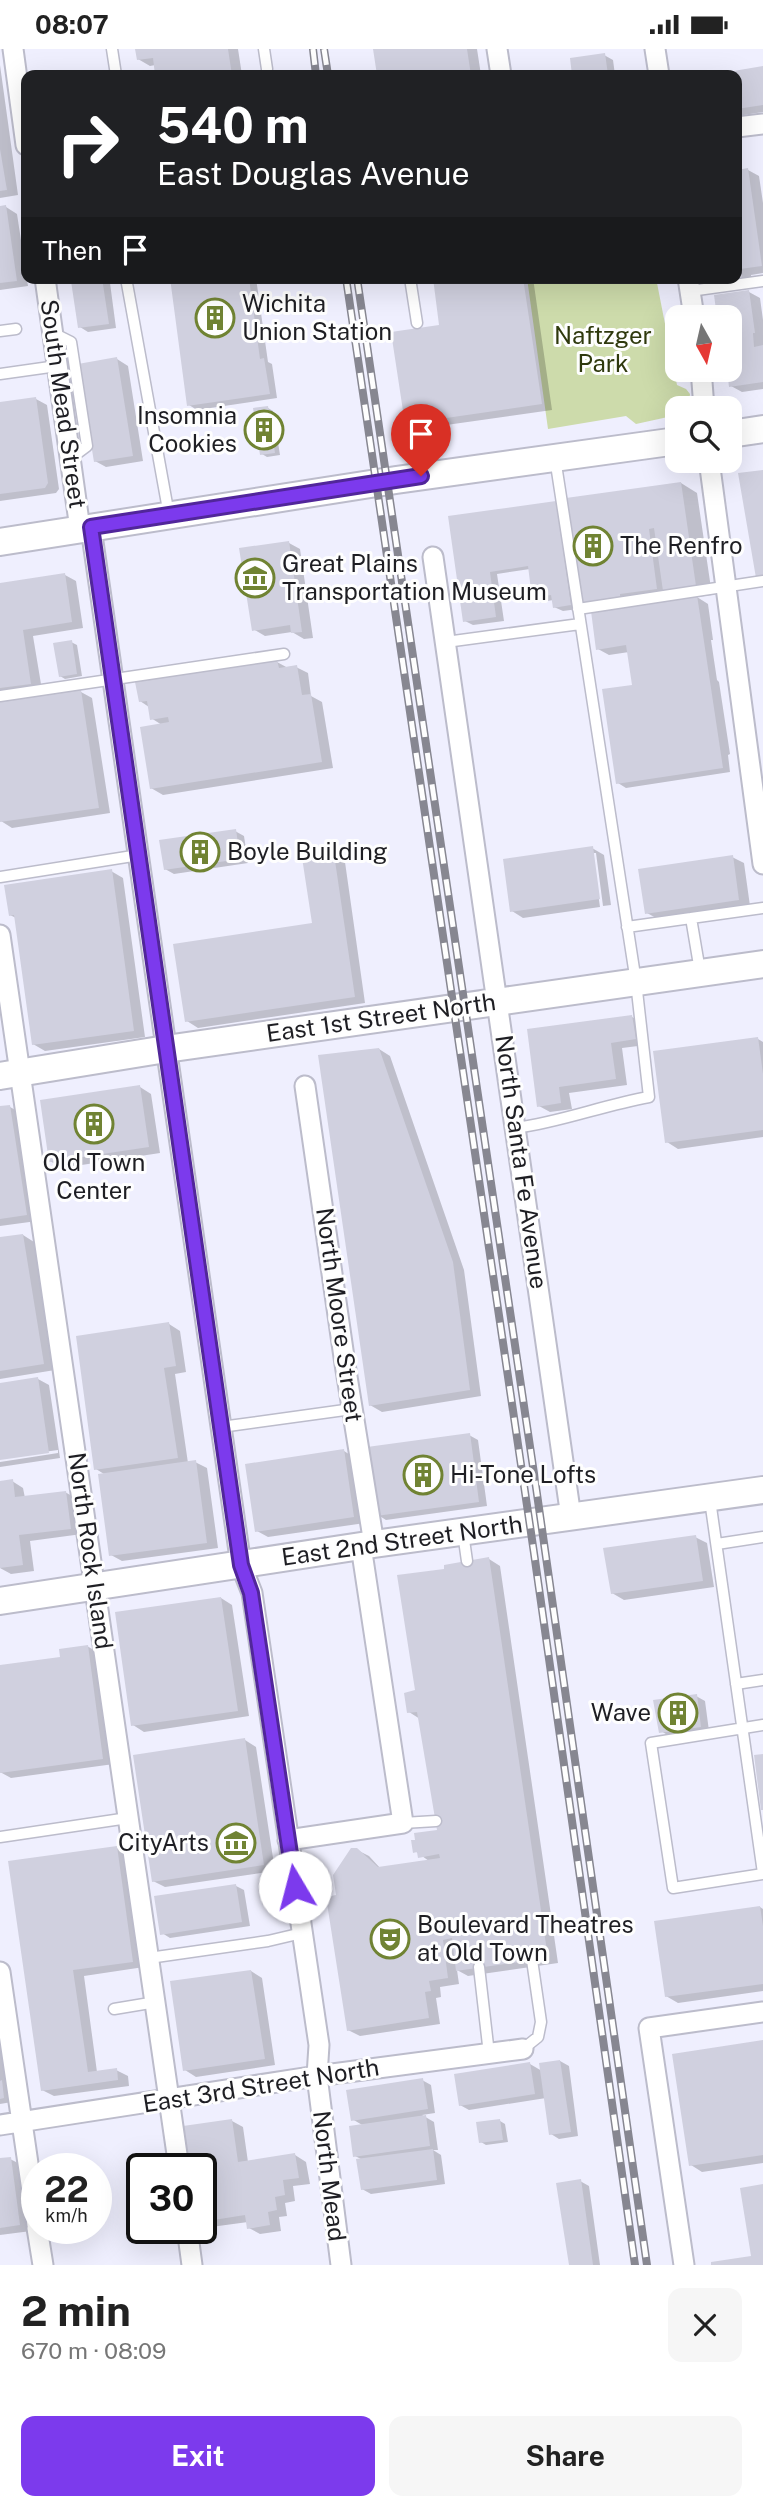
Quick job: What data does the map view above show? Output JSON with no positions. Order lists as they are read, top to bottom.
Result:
{
  "streets": {
    "street": [
      "South Mead Street",
      "East 1st Street North",
      "North Santa Fe Avenue",
      "North Moore Street",
      "East 2nd Street North",
      "North Rock Island",
      "East 3rd Street North",
      "North Mead"
    ]
  },
  "crossings": [
    ["South Mead Street", "East 1st Street North"],
    ["South Mead Street", "North Mead"],
    ["East 1st Street North", "North Santa Fe Avenue"],
    ["East 1st Street North", "North Rock Island"],
    ["North Santa Fe Avenue", "East 2nd Street North"],
    ["North Moore Street", "East 2nd Street North"],
    ["East 2nd Street North", "North Rock Island"],
    ["East 2nd Street North", "North Mead"],
    ["North Rock Island", "East 3rd Street North"],
    ["East 3rd Street North", "North Mead"]
  ],
  "parks": ["Naftzger Park"],
  "places": {
    "building": [
      "Wichita Union Station",
      "Insomnia Cookies",
      "The Renfro",
      "Boyle Building",
      "Old Town Center",
      "Hi-Tone Lofts",
      "Wave"
    ],
    "museum": ["Great Plains Transportation Museum", "CityArts"],
    "theatre": ["Boulevard Theatres at Old Town"]
  },
  "north": "bottom",
  "page": {
    "status": "08:07",
    "turn": ["540 m", "East Douglas Avenue"],
    "then": "Then",
    "speed": "22 km/h",
    "limit": "30",
    "heading": ["2 min", "670 m · 08:09"],
    "buttons": ["Exit", "Share"]
  }
}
.....
Exercise: Exact repetition of all the records is required, with the pictures excluded.

Solution for this problem:
Quick job: What data does the map view above show? Output JSON with no positions. Order lists as they are read, top to bottom.
Result:
{
  "streets": {
    "street": [
      "South Mead Street",
      "East 1st Street North",
      "North Santa Fe Avenue",
      "North Moore Street",
      "East 2nd Street North",
      "North Rock Island",
      "East 3rd Street North",
      "North Mead"
    ]
  },
  "crossings": [
    ["South Mead Street", "East 1st Street North"],
    ["South Mead Street", "North Mead"],
    ["East 1st Street North", "North Santa Fe Avenue"],
    ["East 1st Street North", "North Rock Island"],
    ["North Santa Fe Avenue", "East 2nd Street North"],
    ["North Moore Street", "East 2nd Street North"],
    ["East 2nd Street North", "North Rock Island"],
    ["East 2nd Street North", "North Mead"],
    ["North Rock Island", "East 3rd Street North"],
    ["East 3rd Street North", "North Mead"]
  ],
  "parks": ["Naftzger Park"],
  "places": {
    "building": [
      "Wichita Union Station",
      "Insomnia Cookies",
      "The Renfro",
      "Boyle Building",
      "Old Town Center",
      "Hi-Tone Lofts",
      "Wave"
    ],
    "museum": ["Great Plains Transportation Museum", "CityArts"],
    "theatre": ["Boulevard Theatres at Old Town"]
  },
  "north": "bottom",
  "page": {
    "status": "08:07",
    "turn": ["540 m", "East Douglas Avenue"],
    "then": "Then",
    "speed": "22 km/h",
    "limit": "30",
    "heading": ["2 min", "670 m · 08:09"],
    "buttons": ["Exit", "Share"]
  }
}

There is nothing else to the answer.